Besides expertly conveying her character’s strategic, manipulative intelligence and accusatory sarcasm, Mulligan also brings a palpable sadness to Cassandra, who is after all named for a tragic prophetess – a ‘promising young woman’ in a different sense – whose truths no one would heed until it was too late. For all its darkly comic surface, the film understands profoundly the frustration and addictiveness inherent in revenge – a pursuit whose ledger can never fully be balanced – as well as the endless, ramifying trauma of rape, affecting not just its immediate victims but others in its malign orbit. Cassandra can never forget, and her mission is to make those who have forgotten remember. Promising Young Woman, too, is out to open the eyes of its audience to what it is like for a woman to be casually objectified, humiliated, victimised and assaulted, and then gaslit, dismissed, ignored and buried. Along the way, it also reveals – through a woman’s eyes – just how pathetic and ridiculous, for all their self-defensive posturing, the perpetrators of such abuse really are.

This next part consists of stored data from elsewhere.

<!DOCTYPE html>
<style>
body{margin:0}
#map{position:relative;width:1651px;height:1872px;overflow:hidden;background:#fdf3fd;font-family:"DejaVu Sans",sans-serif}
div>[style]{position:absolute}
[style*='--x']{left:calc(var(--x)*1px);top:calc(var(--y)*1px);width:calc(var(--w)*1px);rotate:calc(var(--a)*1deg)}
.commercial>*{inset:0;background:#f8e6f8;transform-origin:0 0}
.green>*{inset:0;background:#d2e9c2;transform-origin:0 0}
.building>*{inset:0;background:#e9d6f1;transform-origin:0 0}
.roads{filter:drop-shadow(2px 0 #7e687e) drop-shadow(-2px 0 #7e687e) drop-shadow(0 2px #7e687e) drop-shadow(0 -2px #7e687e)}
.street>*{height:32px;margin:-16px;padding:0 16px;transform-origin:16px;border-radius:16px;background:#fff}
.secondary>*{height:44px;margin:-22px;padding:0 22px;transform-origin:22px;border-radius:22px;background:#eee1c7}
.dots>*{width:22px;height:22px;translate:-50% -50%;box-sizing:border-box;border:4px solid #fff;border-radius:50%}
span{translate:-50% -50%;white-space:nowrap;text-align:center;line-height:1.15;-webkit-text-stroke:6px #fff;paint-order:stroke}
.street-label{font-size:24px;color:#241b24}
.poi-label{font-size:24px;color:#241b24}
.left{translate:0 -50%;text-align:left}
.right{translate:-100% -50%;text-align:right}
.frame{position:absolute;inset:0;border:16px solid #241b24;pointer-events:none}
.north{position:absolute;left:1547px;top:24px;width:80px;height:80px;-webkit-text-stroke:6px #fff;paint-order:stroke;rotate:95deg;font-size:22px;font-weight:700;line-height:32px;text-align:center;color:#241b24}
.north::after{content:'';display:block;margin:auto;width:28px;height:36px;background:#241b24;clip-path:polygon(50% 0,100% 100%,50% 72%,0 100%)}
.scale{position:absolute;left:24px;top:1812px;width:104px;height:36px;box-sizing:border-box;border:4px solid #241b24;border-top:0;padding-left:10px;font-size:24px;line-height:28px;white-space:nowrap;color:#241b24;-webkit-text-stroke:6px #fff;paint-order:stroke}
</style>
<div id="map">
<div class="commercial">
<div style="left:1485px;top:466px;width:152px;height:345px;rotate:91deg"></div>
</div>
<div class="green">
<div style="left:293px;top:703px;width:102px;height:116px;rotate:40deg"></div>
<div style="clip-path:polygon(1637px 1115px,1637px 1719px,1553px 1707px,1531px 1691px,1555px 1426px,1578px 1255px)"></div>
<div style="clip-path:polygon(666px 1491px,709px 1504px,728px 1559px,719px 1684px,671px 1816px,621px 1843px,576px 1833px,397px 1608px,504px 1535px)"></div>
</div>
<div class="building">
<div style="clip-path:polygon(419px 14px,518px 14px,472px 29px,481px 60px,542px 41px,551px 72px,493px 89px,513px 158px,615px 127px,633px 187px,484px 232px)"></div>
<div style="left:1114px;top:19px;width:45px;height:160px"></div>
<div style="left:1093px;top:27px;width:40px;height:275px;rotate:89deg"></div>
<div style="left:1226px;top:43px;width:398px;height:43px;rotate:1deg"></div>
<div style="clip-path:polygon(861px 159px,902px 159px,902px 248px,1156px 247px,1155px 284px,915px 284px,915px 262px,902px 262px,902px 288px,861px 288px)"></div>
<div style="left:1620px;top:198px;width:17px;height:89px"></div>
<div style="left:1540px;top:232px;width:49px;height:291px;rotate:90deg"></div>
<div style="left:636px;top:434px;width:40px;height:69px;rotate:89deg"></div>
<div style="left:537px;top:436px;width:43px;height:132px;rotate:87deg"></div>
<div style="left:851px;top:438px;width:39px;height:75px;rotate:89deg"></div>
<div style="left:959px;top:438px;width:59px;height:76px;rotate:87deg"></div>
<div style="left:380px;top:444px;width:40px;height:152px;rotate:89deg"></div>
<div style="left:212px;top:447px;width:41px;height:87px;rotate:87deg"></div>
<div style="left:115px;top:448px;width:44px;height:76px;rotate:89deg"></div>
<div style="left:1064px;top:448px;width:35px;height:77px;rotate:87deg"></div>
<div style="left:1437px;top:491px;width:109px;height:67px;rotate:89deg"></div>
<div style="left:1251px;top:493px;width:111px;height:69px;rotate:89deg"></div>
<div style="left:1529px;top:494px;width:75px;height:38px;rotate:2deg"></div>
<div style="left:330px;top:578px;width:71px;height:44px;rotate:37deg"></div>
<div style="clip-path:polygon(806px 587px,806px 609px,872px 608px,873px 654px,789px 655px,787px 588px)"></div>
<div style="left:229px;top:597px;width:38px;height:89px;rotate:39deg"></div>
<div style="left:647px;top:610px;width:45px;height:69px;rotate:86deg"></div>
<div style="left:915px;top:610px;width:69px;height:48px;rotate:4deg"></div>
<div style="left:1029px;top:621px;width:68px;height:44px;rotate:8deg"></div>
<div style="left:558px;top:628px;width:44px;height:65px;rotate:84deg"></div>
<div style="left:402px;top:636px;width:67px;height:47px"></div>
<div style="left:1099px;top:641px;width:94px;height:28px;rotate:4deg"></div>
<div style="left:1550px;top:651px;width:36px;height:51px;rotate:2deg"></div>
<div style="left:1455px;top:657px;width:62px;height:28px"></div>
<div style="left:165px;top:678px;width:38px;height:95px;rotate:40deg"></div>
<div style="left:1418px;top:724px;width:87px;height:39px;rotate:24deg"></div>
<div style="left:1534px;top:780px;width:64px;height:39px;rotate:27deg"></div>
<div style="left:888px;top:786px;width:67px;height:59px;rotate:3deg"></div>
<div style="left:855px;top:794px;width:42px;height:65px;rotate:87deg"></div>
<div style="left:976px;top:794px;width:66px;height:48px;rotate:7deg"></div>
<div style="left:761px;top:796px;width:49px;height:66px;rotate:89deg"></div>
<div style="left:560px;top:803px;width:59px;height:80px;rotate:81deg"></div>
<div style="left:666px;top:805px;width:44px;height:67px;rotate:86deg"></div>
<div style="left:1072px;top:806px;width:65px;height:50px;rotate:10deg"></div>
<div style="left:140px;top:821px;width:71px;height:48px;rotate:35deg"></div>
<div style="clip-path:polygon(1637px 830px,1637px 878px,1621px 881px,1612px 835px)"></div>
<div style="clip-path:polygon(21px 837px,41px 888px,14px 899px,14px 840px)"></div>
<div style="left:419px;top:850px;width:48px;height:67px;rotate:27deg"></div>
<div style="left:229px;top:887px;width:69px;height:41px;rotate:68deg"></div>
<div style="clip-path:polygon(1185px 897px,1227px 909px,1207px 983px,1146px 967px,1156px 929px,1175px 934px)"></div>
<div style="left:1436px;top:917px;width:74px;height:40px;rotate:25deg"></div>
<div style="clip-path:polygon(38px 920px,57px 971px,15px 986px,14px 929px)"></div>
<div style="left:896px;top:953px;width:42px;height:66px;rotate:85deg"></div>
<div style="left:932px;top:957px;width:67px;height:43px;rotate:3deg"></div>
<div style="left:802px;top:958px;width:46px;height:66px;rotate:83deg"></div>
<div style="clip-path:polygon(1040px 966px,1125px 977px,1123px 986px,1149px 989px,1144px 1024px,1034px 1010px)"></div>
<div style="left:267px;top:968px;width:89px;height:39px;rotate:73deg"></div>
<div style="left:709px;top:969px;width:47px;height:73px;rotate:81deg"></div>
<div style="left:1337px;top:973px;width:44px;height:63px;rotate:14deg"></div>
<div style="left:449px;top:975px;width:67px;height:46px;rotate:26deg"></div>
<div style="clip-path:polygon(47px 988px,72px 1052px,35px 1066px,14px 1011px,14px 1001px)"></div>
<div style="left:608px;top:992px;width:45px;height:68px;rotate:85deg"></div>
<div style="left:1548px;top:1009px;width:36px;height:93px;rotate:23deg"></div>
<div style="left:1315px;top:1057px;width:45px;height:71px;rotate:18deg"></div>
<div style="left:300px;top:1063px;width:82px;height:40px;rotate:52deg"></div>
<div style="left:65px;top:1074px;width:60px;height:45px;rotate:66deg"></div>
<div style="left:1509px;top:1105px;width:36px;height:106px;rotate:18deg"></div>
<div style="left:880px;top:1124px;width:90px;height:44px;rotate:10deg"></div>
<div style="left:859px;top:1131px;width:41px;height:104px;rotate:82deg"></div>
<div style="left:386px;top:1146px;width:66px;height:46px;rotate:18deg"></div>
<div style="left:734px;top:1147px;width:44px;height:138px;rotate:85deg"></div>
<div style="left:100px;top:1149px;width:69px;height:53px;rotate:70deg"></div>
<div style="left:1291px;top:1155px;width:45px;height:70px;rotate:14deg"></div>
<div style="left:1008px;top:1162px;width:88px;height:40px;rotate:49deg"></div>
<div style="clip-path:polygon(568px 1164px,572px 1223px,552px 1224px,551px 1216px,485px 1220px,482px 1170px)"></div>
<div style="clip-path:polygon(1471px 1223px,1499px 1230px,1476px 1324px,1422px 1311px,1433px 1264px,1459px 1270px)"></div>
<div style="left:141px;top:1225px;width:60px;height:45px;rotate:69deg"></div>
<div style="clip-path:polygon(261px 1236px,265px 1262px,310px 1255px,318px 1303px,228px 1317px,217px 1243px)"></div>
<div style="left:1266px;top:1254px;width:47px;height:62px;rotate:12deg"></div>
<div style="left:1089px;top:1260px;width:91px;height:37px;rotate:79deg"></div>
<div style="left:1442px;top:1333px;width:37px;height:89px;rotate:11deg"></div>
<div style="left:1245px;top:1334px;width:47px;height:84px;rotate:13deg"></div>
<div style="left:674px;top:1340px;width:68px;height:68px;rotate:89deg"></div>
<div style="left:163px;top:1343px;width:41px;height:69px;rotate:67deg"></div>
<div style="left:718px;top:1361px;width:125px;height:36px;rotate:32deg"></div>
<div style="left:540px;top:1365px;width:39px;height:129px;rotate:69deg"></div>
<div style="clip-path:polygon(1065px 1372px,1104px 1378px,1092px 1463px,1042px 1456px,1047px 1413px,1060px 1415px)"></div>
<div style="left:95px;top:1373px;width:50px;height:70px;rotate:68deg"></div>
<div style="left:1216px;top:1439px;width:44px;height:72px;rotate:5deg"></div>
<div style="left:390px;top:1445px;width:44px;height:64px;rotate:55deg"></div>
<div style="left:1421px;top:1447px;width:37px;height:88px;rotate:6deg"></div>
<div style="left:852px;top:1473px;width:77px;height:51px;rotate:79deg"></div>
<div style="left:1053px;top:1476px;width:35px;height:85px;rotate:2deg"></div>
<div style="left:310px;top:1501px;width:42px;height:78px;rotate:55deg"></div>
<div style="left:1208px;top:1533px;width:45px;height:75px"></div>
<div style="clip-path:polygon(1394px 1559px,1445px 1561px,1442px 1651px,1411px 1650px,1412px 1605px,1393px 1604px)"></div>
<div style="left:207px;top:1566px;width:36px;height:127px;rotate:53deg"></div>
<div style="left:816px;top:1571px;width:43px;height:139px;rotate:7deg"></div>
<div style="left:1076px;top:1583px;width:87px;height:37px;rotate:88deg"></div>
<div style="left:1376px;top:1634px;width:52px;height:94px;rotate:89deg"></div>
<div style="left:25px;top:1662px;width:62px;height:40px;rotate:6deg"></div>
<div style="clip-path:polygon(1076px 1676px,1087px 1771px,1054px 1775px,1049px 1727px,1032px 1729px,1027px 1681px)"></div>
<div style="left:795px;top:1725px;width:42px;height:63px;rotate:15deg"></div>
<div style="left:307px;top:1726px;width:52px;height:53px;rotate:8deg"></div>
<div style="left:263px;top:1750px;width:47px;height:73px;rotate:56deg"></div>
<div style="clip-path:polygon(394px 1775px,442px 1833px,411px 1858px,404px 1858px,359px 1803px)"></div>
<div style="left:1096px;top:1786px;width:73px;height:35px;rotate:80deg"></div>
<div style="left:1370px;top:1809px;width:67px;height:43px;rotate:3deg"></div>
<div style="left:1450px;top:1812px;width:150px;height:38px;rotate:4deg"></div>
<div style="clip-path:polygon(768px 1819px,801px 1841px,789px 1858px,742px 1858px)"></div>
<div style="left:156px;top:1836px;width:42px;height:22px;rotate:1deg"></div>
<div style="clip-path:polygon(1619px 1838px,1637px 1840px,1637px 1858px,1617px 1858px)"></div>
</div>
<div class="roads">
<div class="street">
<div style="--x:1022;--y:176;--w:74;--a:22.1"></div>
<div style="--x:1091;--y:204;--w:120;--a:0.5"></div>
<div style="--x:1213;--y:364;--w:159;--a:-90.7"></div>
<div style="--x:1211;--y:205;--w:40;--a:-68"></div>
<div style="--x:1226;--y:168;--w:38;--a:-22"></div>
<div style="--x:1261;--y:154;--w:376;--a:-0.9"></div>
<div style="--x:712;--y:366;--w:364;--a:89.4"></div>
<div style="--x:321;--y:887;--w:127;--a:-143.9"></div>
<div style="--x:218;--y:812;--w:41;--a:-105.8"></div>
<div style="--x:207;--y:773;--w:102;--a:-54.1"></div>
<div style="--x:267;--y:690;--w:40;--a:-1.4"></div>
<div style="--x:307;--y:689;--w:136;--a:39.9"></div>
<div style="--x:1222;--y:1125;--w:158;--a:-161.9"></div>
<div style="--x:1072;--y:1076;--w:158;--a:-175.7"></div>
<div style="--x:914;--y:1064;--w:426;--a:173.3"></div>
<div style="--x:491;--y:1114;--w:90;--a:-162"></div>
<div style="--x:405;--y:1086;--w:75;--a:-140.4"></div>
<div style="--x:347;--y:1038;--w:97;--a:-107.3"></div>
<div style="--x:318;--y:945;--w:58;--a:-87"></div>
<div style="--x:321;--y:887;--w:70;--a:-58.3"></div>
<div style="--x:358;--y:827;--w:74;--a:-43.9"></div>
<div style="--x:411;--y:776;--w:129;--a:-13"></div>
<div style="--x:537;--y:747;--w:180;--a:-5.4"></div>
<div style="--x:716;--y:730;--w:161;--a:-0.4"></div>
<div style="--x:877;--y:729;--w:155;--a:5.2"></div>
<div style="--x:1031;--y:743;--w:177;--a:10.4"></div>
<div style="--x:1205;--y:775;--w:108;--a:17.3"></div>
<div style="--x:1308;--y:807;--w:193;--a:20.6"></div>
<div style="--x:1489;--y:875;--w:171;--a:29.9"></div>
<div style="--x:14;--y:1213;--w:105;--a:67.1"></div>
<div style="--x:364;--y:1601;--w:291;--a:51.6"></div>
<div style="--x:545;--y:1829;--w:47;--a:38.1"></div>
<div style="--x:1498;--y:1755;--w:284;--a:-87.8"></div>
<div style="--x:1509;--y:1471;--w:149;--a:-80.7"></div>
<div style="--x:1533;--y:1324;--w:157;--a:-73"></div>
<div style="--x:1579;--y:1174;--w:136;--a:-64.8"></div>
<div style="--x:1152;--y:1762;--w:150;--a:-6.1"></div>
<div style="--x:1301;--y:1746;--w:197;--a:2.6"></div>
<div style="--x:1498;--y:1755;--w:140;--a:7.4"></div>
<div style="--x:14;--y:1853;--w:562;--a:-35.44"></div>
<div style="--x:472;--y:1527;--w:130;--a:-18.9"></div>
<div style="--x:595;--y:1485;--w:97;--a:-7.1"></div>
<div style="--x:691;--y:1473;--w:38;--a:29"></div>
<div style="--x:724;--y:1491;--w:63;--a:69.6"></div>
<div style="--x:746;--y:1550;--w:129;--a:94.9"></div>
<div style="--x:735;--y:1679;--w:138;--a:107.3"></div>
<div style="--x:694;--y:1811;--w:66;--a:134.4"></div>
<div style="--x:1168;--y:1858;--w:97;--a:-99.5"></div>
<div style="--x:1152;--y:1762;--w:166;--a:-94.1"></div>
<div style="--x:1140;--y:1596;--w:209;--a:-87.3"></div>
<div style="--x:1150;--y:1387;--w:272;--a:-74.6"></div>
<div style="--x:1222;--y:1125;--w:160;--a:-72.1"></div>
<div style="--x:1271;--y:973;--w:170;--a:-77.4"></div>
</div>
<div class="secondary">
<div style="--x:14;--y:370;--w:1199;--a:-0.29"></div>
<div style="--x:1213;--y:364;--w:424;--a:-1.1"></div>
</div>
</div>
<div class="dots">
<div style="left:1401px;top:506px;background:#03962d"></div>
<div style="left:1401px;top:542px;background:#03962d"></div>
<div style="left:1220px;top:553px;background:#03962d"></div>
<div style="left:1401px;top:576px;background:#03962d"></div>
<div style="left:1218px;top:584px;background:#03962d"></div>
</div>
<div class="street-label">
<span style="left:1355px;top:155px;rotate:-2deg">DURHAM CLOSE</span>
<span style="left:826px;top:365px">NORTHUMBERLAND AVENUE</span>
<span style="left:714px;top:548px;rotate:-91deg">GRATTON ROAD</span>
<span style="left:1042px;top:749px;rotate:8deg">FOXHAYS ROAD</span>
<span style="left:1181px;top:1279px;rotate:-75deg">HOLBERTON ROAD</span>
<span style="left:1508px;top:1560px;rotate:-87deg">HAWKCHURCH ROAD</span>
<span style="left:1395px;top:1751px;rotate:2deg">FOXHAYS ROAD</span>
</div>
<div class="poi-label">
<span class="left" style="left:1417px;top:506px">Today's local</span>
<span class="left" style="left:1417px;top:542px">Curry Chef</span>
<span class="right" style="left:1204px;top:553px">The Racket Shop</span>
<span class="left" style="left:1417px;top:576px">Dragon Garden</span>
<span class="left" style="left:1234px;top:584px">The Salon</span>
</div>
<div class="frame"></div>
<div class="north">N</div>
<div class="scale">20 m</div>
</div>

Nina is an absence in this film, kept out of the picture, and glimpsed only in photos as a child, with her whole future ahead of her. She is that other promising young woman who haunts the film like a ghost with the loss of all that she, like Cassandra, might have been. Others may have forgotten Nina, but for Cassandra, her friend is Nina forever, still a demanding presence even from beyond the grave. Fennell’s film is indeed a story of posthumous retribution, which is to say retribution that comes belatedly and offers only a highly qualified, rather uncomfortable brand of wish fulfilment. This is perhaps why the ending of Promising Young Woman has proven oddly ungratifying for so many – although perhaps no more ungratifying than the endless drunken hookups in which Cassandra engages at the film’s beginning, as she tries to scratch a scab that never seems to heal. There is a lesson here – a measured, mature one – about revenge as a promise cut short and forever unfulfilled, and about the Hydra-like horror, never completely dispelled, that predatory men represent to women. The satisfactions that this film delivers to Cassandra – and to us – from the opening sequence to the very end ring surprisingly hollow and leave an impression of a future where little will change, except maybe in tiny, barely significant increments. For the revenge plot here, in all its palatably generic familiarity, is really just sugaring the pill of a much harsher, more dispiriting message about a patriarchal system designed to toss women’s interests aside in the service of men’s. Like Cassandra herself, this film exposes a problem without (re)solving it. That is on us.
The final tonal disjuncture of Promising Young Woman, impossibly offering tragedy and triumph at the same time, reflects a vengeance that both has been perfectly plotted and played, and yet is never done. First-timer Fennell has crafted a colourful confection – with a decidedly bittersweet flavour – on which you’ll be chewing for some time after. Meanwhile, if you want a truly happy ending, think of Fennell herself as the woman of the title. The future is hers.